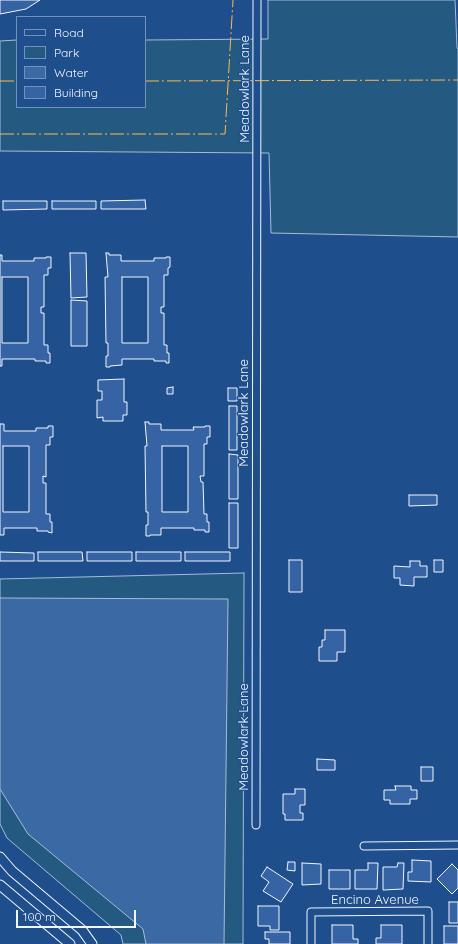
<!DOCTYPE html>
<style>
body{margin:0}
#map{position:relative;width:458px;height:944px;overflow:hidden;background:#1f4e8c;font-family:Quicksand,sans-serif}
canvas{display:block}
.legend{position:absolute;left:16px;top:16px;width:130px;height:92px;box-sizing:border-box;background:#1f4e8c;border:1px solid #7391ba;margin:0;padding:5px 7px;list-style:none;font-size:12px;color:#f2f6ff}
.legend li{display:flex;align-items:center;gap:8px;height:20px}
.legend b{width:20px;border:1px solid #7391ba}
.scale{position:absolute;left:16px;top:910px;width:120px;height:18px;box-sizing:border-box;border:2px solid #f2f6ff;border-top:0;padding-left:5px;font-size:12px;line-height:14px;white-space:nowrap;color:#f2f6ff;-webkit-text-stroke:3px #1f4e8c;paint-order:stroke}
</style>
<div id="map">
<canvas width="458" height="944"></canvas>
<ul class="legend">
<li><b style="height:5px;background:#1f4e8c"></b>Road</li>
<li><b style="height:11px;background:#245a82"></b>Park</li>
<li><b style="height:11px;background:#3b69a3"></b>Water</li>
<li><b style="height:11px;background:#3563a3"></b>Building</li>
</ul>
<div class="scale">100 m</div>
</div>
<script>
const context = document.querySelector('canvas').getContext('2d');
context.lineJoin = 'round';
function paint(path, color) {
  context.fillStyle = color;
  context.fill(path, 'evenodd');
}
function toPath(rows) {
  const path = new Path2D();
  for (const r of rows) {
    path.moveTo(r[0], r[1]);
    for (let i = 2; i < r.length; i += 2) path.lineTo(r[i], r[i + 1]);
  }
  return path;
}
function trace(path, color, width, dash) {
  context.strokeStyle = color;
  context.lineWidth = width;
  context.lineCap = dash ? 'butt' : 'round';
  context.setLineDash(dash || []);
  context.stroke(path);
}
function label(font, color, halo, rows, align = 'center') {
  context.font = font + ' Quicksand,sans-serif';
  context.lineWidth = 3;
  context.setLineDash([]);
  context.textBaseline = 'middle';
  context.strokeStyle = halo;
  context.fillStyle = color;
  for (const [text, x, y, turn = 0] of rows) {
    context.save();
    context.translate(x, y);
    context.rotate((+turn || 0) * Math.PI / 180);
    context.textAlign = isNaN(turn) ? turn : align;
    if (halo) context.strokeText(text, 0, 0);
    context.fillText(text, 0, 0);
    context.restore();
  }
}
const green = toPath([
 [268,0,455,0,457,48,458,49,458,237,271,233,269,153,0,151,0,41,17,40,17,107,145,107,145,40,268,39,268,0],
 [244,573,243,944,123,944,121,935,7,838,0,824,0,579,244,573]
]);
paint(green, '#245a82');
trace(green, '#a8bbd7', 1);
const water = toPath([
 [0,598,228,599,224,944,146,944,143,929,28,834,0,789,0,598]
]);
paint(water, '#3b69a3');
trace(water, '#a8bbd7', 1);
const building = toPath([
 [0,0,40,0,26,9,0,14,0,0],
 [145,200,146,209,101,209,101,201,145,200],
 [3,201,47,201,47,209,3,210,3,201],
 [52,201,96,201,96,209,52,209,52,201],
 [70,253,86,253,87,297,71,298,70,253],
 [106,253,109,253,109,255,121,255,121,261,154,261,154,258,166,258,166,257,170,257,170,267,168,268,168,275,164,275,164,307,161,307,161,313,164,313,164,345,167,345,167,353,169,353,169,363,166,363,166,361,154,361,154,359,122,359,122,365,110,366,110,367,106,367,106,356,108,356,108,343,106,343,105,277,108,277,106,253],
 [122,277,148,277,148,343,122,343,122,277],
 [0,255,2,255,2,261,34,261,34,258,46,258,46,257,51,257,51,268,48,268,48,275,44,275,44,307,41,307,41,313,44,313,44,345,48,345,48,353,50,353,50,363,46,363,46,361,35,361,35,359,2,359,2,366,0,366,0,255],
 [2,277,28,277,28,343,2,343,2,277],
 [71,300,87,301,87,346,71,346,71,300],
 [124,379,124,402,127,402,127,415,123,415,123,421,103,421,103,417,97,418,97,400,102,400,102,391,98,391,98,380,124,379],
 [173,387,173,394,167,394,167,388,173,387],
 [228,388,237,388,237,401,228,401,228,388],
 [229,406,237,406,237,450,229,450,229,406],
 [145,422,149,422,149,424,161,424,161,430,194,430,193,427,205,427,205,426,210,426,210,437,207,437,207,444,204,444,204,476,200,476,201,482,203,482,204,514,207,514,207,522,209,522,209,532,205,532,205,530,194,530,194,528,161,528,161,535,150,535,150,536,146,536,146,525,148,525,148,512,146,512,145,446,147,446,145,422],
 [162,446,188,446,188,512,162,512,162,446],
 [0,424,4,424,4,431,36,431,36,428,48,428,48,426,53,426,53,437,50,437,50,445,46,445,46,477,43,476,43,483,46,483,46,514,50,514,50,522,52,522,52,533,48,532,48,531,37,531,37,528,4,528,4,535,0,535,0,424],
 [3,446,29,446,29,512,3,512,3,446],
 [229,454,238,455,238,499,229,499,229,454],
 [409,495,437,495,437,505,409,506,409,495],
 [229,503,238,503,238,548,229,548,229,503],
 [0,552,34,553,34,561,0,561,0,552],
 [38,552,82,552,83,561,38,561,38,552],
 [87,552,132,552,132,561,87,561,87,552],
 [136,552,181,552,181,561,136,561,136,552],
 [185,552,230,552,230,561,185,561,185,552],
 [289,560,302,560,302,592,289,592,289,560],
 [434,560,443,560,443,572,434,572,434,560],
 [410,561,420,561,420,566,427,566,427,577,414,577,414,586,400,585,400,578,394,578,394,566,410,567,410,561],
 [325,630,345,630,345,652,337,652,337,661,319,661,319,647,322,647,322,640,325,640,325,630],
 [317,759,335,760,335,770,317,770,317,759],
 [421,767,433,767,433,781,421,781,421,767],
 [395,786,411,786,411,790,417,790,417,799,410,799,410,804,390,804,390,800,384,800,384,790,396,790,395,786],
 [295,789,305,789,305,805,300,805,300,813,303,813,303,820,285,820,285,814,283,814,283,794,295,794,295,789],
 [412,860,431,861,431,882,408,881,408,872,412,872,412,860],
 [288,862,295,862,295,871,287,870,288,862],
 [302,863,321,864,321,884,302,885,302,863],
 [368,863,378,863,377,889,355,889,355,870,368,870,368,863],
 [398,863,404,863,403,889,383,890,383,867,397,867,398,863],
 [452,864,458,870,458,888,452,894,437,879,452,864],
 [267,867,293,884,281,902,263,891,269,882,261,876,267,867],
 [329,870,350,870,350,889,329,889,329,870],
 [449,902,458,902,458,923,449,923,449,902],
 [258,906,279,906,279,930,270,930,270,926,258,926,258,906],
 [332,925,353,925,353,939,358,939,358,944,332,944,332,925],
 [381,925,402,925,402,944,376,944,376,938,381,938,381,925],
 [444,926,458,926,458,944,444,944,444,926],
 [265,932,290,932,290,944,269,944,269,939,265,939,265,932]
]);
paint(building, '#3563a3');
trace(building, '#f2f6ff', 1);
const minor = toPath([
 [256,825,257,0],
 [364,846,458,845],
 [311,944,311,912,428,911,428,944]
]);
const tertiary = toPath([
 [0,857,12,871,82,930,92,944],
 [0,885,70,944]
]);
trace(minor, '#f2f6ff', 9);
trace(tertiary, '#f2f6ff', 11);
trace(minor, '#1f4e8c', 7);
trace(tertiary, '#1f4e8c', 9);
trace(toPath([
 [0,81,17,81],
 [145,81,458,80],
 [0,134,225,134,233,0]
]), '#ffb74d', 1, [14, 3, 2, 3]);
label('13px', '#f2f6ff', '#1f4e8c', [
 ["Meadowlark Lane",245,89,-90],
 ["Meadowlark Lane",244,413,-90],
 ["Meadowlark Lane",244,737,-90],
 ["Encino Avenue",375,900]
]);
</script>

Required action: Wherever the word "halo" turns up in the records, copy out the line it is on.

Exercise answer:
function label(font, color, halo, rows, align = 'center') {
  context.strokeStyle = halo;
    if (halo) context.strokeText(text, 0, 0);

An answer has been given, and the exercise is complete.